Capitalized terms used herein and not otherwise defined have the meanings given them in Article IX.
RECITALS:
A. The Company and the Investors are executing and delivering this Agreement in accordance with and in reliance upon the exemption from securities registration afforded by Section 4(2) of the Securities Act of 1933, as amended (the Securities Act), and Rule 506 under Regulation D (Regulation D) as promulgated by the United States Securities and Exchange Commission (the SEC) under the Securities Act.
B. The Investors desire, upon the terms and conditions stated in this Agreement, to purchase Units, each Unit comprising 10,000 shares of Common Stock and warrants to purchase 3,500 shares of Common Stock, for an aggregate purchase price of no less than $2,000,000 and no more than $4,000,000. The purchase price per Unit is the Unit Purchase Price set forth in Article IX.

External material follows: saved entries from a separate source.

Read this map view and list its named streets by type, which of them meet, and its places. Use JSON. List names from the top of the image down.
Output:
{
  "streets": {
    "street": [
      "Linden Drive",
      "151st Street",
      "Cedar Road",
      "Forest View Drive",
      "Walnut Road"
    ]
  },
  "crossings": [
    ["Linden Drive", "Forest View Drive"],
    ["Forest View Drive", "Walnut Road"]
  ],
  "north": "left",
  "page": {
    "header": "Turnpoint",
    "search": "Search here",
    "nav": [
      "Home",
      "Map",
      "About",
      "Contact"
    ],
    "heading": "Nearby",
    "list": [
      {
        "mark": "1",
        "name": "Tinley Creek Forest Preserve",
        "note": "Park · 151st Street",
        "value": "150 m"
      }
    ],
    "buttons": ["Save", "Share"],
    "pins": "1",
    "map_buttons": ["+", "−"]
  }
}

C. Contemporaneously with the execution and delivery of this Agreement, the Company and the Investors are executing and delivering a Registration Rights Agreement in the form of Exhibit A hereto under which the Company has agreed to provide to the Investors certain rights with respect to registration of the resale of the Offered Securities under the Securities Act.
AGREEMENT:
In consideration of the premises and the mutual representations, warranties and covenants contained herein, the Company and the Investors hereby agree as follows:
ARTICLE I
PURCHASE AND SALE OF SECURITIES
1.1. Purchase and Sale of Units. At the Closing, subject to the terms of this Agreement and the satisfaction or waiver of the conditions set forth in Articles VII and VIII hereof, (i) the Company will sell to the Investors the Units, and (ii) each Investor will (on a several and not a joint basis) purchase from the Company the number of Units set forth beneath such Investors name on the signature pages hereof.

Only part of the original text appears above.